A high-explosive squash head (HESH), in British terminology, or a high-explosive plastic/plasticized (HEP), in American terminology, is a type of explosive projectile with plastic explosive that conforms to the surface of a target before detonating, which improves the transfer of explosive energy to the target. Squash head projectiles are similar to high-explosive projectiles and are well suited to many of the same targets. However, while HESH projectiles are not armour-piercing, they can defeat armored targets by causing spall, which can injure or kill a vehicle's occupants or detonate some types of ammunition.

== Design ==

=== Function ===
HESH rounds are thin-walled shells filled with plastic explosive and a delayed-action fuze at the base of the shell. On impact, the inert material, followed by plastic explosive, is 'squashed' against the surface of the target and spreads out to form a disc or 'pat' of explosive. The inert material helps prevent premature detonation of the plastic explosive and sustains the impact pressure and temperature.
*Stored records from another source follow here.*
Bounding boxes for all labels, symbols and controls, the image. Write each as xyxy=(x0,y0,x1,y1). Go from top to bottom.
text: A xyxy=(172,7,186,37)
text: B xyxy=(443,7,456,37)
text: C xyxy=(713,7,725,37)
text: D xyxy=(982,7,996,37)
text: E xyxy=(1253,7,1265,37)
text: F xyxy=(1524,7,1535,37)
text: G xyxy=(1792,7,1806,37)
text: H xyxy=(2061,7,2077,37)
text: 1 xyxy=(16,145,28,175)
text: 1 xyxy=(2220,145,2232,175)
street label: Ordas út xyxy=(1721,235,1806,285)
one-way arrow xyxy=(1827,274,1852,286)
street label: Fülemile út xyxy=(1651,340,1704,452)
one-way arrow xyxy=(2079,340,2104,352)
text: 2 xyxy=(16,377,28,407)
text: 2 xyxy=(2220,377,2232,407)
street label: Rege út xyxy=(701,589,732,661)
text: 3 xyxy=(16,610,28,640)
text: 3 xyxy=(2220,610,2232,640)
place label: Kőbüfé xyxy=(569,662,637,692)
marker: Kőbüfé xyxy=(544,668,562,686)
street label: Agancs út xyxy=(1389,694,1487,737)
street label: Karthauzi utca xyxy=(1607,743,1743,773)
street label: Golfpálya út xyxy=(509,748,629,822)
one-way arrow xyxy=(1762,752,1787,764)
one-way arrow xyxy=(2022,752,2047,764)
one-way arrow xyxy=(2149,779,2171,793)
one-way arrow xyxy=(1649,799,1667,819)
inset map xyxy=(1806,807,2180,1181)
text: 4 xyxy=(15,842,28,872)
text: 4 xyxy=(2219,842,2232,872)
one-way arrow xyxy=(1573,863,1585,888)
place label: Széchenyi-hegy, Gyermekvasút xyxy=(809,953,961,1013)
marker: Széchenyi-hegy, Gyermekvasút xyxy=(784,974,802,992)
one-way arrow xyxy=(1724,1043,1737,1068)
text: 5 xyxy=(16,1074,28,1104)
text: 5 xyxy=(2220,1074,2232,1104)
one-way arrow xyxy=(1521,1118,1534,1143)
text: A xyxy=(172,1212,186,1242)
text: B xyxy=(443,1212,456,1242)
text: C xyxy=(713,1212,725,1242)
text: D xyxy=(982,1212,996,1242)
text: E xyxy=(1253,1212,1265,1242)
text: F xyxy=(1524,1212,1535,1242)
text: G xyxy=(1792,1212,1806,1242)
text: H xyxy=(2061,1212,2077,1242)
Milliseconds later, the base fuze detonates the explosive, creating a shock wave that, owing to its large surface area and direct contact with the target, is transmitted through the material. In the metal armour of a tank, the compression shock wave is conducted through the armour to the point where it reaches the metal-air interface (the hollow crew compartment), where some of the energy is reflected as a tension wave, a phenomenon called impulsive loading. At the point where the compression and tension waves intersect, a high-stress zone is created in the metal, causing pieces of steel to be projected off the interior wall at high velocity.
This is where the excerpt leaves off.